Dataset records
Start of Block

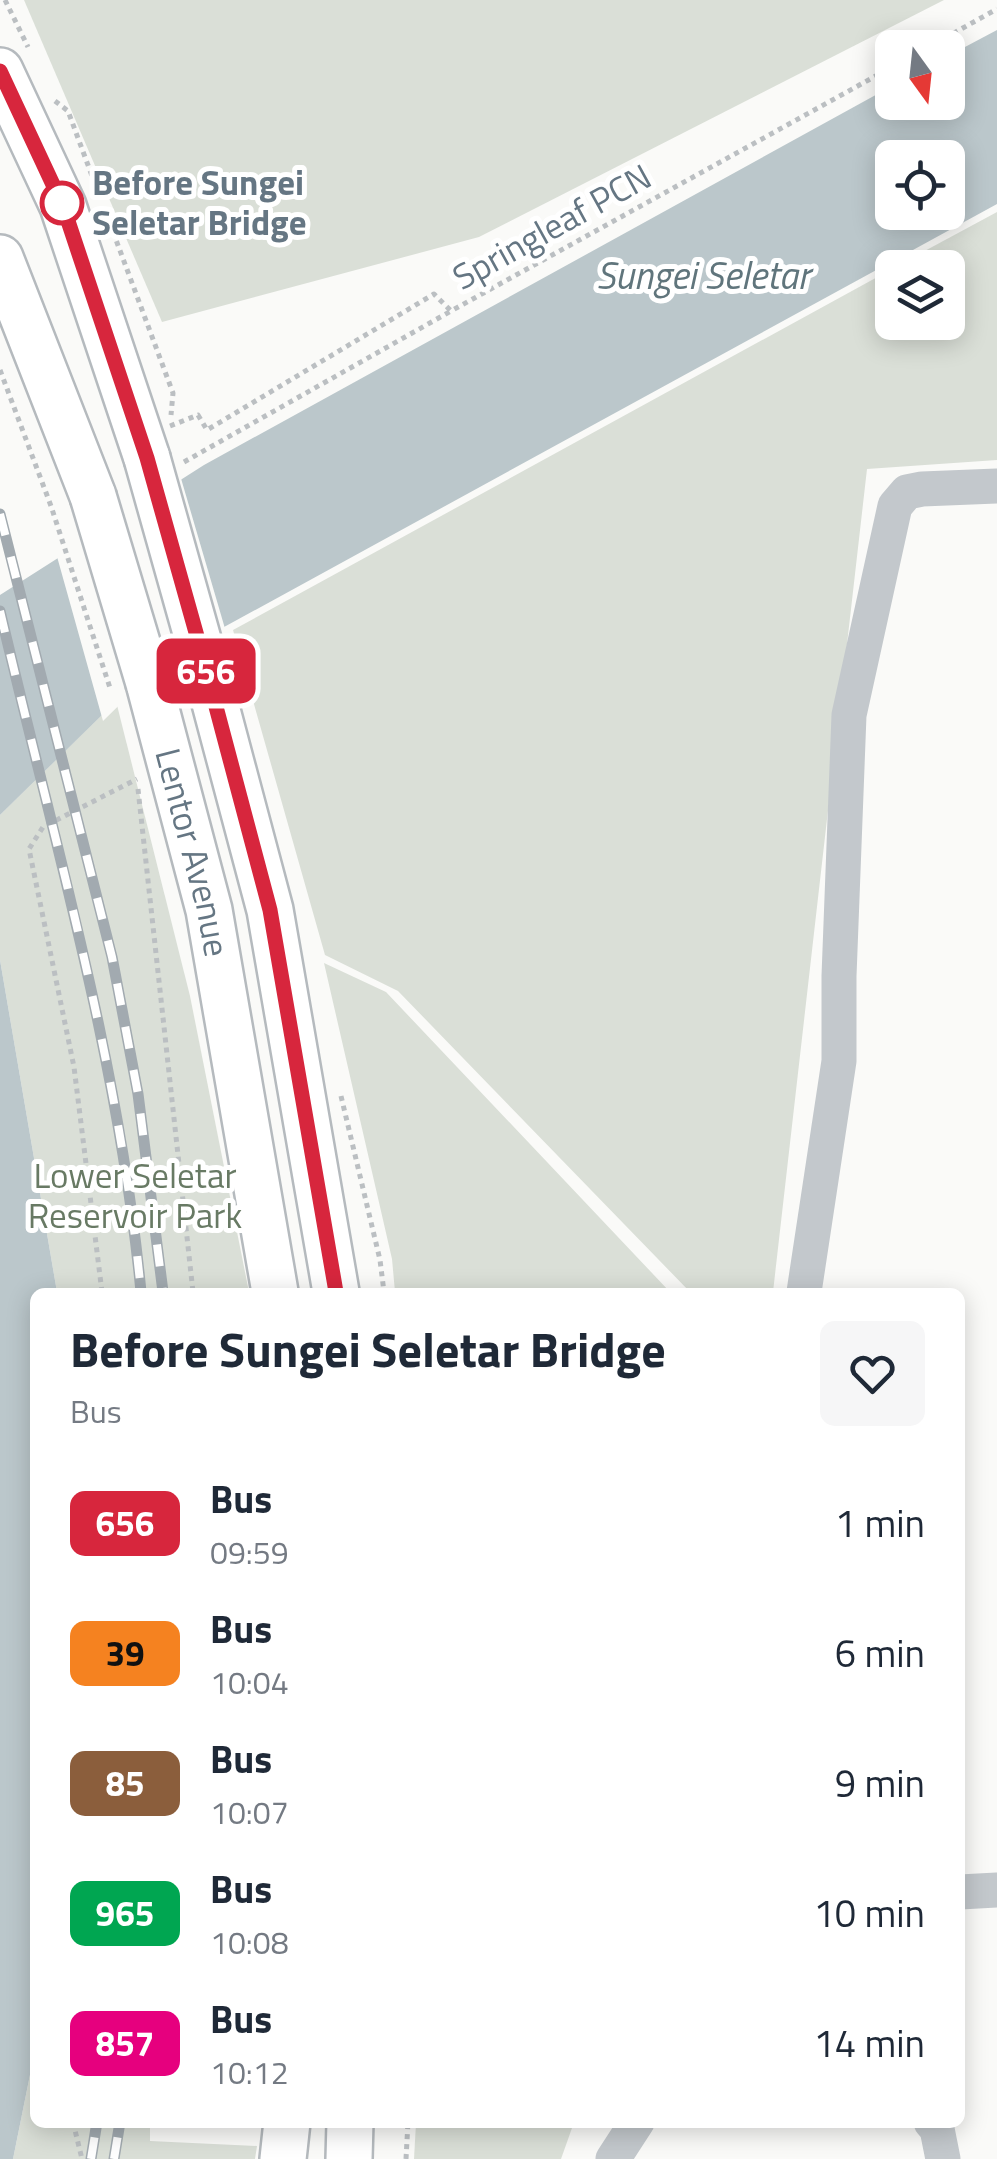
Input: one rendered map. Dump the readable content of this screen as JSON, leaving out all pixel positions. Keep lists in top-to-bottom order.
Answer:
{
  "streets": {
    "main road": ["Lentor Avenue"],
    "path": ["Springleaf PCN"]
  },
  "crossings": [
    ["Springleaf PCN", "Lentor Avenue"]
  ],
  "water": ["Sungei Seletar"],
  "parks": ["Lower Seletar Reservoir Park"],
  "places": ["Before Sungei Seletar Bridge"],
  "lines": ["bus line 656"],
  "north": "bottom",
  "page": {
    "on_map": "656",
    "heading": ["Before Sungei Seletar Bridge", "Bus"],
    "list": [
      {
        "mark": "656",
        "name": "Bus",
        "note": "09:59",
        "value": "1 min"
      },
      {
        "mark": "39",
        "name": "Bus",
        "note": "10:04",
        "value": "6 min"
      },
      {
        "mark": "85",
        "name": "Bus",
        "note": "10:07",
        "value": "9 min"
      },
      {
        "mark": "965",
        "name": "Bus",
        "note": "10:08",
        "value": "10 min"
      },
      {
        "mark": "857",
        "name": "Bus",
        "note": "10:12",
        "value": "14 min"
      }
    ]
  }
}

End of Block
Start of Block

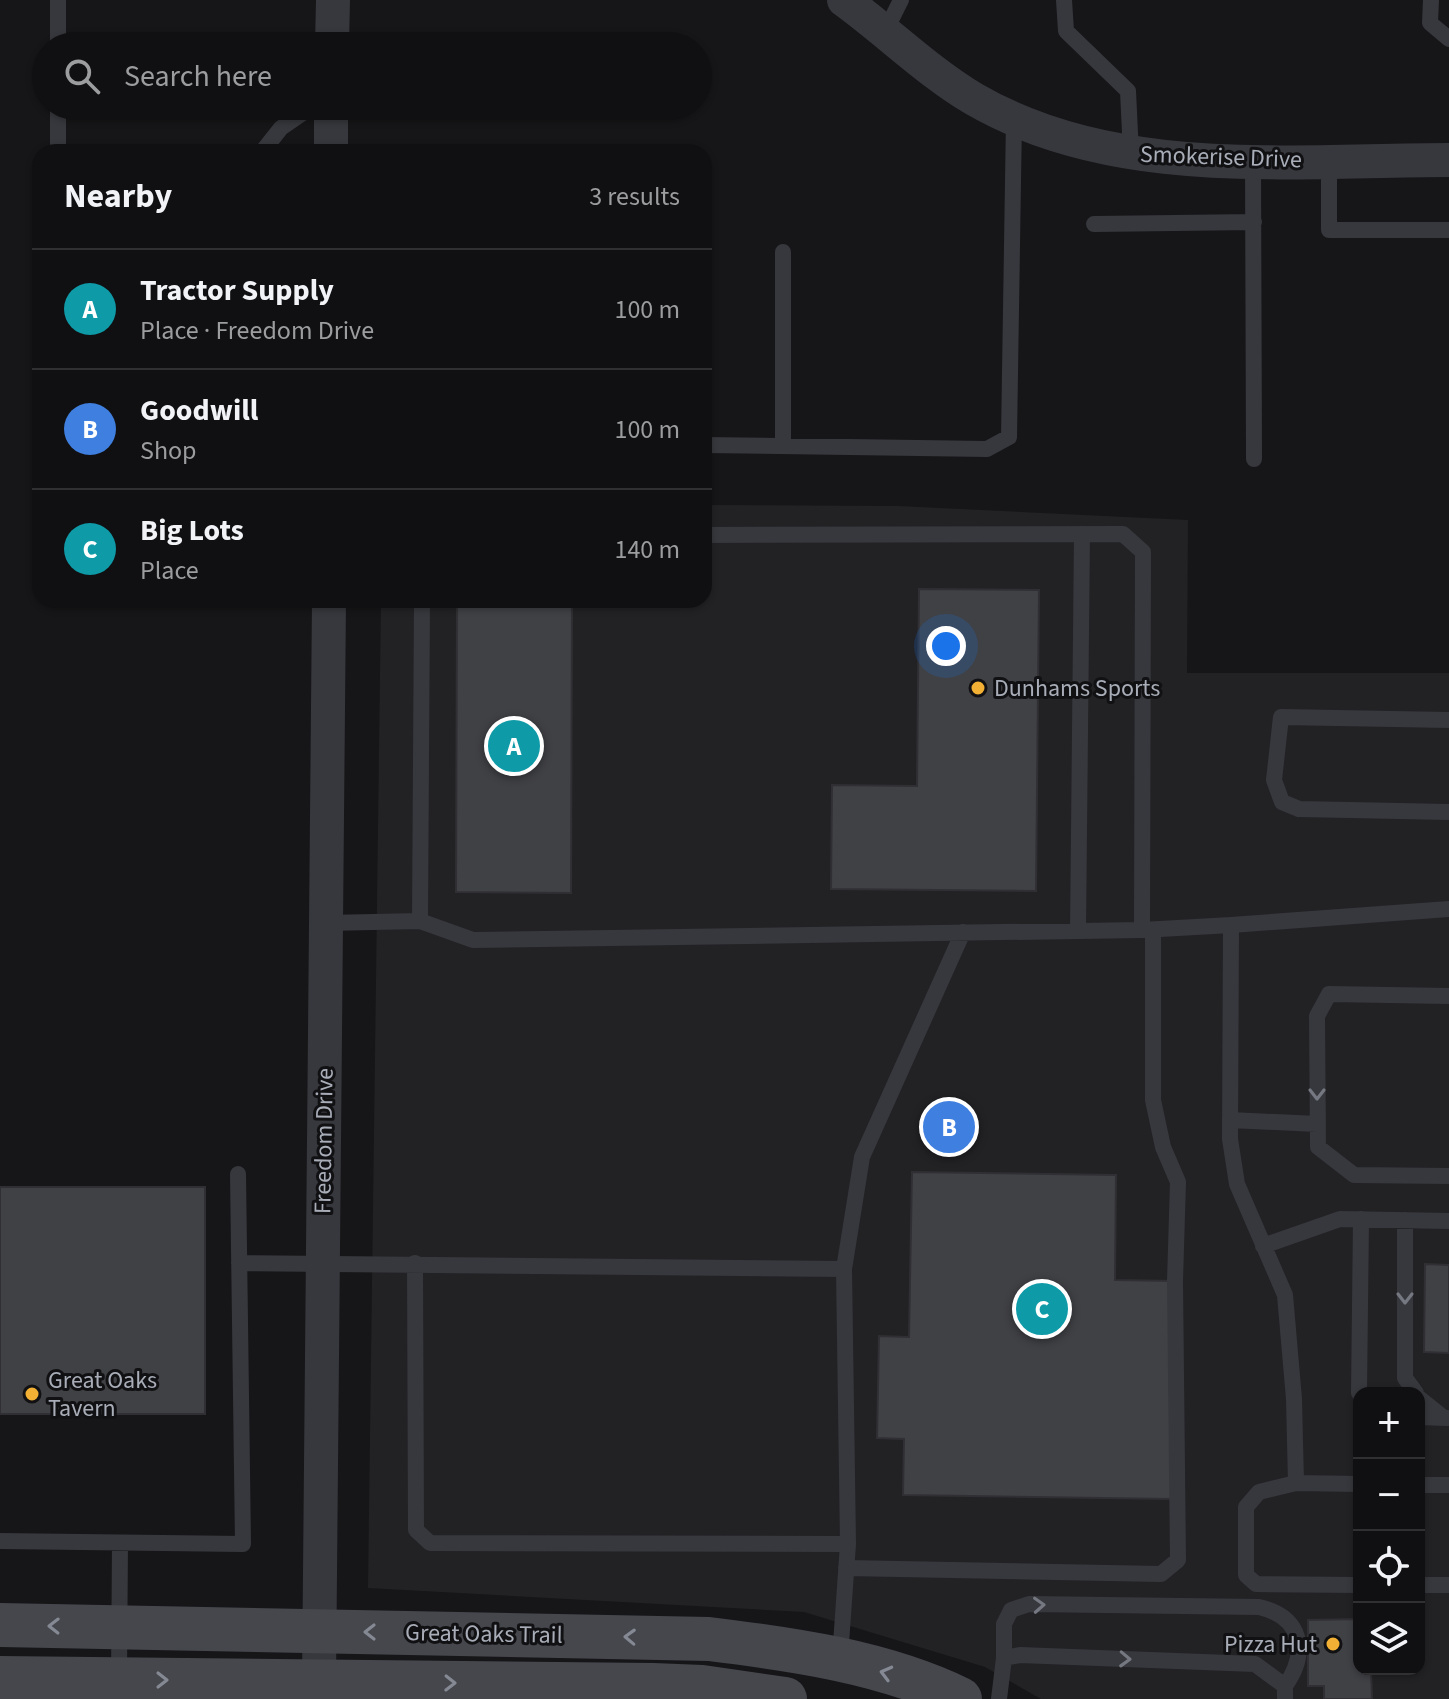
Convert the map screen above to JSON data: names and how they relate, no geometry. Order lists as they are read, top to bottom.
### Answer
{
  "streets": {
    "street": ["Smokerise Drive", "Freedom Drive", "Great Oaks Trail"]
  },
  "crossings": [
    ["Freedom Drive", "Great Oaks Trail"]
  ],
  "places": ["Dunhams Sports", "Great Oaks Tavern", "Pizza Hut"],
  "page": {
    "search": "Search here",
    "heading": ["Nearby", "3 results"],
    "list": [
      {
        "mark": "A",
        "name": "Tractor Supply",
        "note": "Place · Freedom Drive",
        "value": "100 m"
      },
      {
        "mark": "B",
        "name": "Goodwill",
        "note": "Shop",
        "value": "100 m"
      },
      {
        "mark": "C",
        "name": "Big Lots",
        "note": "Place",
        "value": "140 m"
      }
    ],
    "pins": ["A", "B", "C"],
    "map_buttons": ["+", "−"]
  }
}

End of Block

Instructions to follow
Where the string "JSON" occurs in a line of the material above, copy the whole line.

Response
Input: one rendered map. Dump the readable content of this screen as JSON, leaving out all pixel positions. Keep lists in top-to-bottom order.
Convert the map screen above to JSON data: names and how they relate, no geometry. Order lists as they are read, top to bottom.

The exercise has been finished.